А нужна ей была власть. Подслушивая разговоры за высоким столом и расспрашивая исподтишка других слуг, я узнал, что Гормлайт не столько не соответствовала своим притязаниям, которые были всем известны, сколько ей не дали развернуться.
— Она вышла за Бриана, надеясь управлять королем Ирландии, — сказал мне кто-то из слуг. — Но это не получилось. У Бриана оказались свои представления о том, как должно править страной, и скоро ему так надело ее вмешательство, что он посадил жену под замок на три месяца. Пусть Бриан уже стар, но это не значит, что он позволит управлять собой.

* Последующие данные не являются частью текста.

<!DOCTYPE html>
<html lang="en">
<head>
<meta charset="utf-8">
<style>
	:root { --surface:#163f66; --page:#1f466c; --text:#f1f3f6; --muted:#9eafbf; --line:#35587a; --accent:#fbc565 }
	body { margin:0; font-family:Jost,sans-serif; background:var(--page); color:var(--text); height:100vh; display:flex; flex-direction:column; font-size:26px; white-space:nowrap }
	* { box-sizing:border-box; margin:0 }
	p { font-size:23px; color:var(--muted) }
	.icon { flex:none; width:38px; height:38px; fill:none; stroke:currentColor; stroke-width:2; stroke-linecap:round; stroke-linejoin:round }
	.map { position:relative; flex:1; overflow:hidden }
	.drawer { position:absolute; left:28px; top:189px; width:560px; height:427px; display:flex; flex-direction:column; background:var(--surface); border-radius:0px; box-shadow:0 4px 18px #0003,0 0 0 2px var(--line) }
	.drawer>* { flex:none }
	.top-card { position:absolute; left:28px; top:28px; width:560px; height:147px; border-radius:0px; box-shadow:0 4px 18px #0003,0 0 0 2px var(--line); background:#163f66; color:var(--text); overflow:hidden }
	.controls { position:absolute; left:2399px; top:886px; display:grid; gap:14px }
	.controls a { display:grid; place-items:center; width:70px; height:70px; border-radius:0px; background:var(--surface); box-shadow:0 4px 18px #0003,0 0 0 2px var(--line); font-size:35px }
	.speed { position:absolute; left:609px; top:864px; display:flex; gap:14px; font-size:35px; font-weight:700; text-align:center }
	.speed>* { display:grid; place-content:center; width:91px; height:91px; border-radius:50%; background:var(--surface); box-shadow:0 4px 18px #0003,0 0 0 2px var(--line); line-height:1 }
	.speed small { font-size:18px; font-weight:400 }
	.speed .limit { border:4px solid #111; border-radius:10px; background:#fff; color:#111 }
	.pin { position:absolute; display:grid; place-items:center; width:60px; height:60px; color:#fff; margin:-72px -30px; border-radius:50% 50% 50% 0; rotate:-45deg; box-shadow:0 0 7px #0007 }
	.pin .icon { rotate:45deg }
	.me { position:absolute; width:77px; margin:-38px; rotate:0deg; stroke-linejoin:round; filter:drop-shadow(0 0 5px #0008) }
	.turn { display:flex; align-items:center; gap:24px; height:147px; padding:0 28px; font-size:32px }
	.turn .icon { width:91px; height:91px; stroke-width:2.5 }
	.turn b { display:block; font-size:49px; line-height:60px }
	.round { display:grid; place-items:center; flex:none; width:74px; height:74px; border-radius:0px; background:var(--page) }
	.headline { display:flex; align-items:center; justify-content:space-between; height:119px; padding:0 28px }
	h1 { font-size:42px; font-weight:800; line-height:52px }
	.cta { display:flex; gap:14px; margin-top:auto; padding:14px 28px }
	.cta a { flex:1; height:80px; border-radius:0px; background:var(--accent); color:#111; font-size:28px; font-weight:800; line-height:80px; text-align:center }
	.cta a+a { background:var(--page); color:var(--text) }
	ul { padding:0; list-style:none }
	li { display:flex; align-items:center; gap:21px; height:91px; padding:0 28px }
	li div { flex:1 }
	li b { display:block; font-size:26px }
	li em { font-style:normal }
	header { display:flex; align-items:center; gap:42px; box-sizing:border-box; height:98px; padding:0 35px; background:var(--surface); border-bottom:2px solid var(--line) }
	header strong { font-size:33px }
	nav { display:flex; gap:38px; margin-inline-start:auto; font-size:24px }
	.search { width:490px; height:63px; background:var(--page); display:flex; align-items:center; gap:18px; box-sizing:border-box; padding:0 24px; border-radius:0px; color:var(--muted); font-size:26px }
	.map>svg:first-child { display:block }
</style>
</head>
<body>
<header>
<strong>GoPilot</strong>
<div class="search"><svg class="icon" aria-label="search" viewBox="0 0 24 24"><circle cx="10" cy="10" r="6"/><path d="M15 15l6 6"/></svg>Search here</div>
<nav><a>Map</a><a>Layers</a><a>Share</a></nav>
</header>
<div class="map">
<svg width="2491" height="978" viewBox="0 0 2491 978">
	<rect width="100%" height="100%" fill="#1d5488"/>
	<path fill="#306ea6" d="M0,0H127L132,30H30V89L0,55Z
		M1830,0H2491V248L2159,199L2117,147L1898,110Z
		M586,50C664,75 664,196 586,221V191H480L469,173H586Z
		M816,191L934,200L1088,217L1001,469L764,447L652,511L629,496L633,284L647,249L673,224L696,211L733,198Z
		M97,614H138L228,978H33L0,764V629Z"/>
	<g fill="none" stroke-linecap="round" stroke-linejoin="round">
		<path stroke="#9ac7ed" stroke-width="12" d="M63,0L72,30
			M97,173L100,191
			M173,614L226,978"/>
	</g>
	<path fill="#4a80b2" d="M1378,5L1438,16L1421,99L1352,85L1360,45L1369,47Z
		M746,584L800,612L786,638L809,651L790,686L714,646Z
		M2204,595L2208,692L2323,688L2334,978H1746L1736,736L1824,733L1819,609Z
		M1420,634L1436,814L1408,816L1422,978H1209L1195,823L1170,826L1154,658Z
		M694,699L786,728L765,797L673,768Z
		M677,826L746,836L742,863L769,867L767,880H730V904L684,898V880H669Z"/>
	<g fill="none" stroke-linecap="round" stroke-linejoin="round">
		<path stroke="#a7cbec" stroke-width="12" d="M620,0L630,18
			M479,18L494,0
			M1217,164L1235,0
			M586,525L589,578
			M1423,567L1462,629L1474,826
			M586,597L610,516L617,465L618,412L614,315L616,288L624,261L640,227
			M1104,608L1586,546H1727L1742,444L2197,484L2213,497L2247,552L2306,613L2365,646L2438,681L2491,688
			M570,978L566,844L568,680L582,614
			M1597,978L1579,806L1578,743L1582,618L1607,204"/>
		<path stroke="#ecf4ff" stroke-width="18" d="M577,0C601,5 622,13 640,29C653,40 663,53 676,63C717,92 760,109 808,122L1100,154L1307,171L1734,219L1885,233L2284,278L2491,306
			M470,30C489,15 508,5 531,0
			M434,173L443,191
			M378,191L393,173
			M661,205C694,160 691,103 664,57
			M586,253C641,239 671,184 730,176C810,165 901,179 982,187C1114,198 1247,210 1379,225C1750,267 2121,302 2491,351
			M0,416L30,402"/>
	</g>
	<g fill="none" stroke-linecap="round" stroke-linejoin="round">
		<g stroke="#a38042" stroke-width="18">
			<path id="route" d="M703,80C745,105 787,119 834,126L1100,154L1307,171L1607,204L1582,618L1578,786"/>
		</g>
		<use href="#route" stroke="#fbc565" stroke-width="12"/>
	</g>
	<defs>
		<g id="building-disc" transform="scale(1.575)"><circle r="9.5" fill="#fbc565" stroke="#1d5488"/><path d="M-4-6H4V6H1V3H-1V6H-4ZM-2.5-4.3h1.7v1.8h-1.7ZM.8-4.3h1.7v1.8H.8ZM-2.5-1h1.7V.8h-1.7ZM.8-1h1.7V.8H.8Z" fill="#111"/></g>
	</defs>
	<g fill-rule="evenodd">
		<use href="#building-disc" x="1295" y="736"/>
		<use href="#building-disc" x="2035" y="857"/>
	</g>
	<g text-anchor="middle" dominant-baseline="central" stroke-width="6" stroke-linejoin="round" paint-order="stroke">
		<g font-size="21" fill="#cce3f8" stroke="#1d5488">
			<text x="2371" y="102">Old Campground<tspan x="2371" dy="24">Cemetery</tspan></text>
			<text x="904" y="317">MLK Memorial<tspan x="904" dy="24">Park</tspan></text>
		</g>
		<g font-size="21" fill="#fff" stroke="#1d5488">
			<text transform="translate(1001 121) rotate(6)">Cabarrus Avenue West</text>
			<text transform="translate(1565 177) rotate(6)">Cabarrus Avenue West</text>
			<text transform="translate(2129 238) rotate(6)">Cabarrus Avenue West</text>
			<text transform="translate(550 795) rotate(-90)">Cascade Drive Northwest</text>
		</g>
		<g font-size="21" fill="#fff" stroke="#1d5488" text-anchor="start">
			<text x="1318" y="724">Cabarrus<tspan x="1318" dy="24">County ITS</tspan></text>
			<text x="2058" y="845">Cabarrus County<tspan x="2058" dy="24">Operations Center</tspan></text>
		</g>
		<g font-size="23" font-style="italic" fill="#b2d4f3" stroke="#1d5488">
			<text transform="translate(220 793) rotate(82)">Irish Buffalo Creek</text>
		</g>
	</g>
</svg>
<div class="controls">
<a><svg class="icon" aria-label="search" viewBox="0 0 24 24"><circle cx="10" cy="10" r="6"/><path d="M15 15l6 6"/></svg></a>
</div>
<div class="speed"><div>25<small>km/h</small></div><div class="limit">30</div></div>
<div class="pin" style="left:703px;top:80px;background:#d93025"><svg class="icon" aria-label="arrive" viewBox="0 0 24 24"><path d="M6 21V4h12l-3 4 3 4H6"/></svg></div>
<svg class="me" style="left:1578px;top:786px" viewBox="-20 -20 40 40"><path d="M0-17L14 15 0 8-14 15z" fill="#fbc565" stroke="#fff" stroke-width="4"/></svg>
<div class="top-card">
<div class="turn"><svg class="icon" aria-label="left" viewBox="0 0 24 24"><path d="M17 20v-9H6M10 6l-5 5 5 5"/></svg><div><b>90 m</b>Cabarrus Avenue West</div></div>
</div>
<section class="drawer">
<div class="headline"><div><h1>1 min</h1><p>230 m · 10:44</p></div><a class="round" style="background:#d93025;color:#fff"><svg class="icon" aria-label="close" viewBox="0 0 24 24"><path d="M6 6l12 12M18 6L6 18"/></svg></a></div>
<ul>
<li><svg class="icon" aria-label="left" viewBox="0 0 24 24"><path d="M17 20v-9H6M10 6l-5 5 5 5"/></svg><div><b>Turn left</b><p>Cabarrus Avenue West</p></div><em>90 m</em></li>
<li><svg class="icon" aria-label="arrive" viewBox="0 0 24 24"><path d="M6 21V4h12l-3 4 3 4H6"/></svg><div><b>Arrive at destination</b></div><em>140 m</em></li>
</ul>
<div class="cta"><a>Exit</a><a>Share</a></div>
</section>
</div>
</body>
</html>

— А что, королева-мать действительно столь властолюбива? — спросил я.
— Подожди — и увидишь, — ответил слуга, ухмыляясь. — Она отправила сына на Оркнеи, чтобы заручиться поддержкой Сигурда Толстого, предложив себя как наживку на крючке. Она сделает все, лишь бы посчитаться с королем.
Только в самой середине марта, почти семь недель спустя, я понял, что имел в виду слуга. Все это время я как домочадец Сигтрюгга выполнял работы по дому, учился говорить по-ирландски с рабами и низшими слугами, а также кормил и обучал двух собак, бывших под моей опекой. Коль скоро из моего рассказа можно сделать вывод, будто норвежцы народ неблаговоспитанный, будто все они неумытые дикари, славные только шумными попойками и грубыми замашками, стало быть, мое описание неверно. Норвежцы становятся чистоплотны, как только появляется такая возможность, и, как это ни невероятно, мужчины их — большие щеголи. И, само собой разумеется, конунг Сигтрюгг вообразил себя законодателем хорошего вкуса и манер. А мне в итоге то и дело приходилось гладить тяжелым, гладким камнем одежды его придворных, расправлять швы многочисленных парадных одеяний и плащей, которые они часто меняли, и расчесывать не только грубую шерсть двух собак, но еще и головы конунговых советников. Все они были очень внимательны к своим прическам, и даже точно установили длину и толщину зубьев расчесок. В Дублине была особая лавка, куда меня посылали покупать расчески на смену, требуя, чтобы сделаны они были из рогов красного оленя, а не из обыкновенных коровьих.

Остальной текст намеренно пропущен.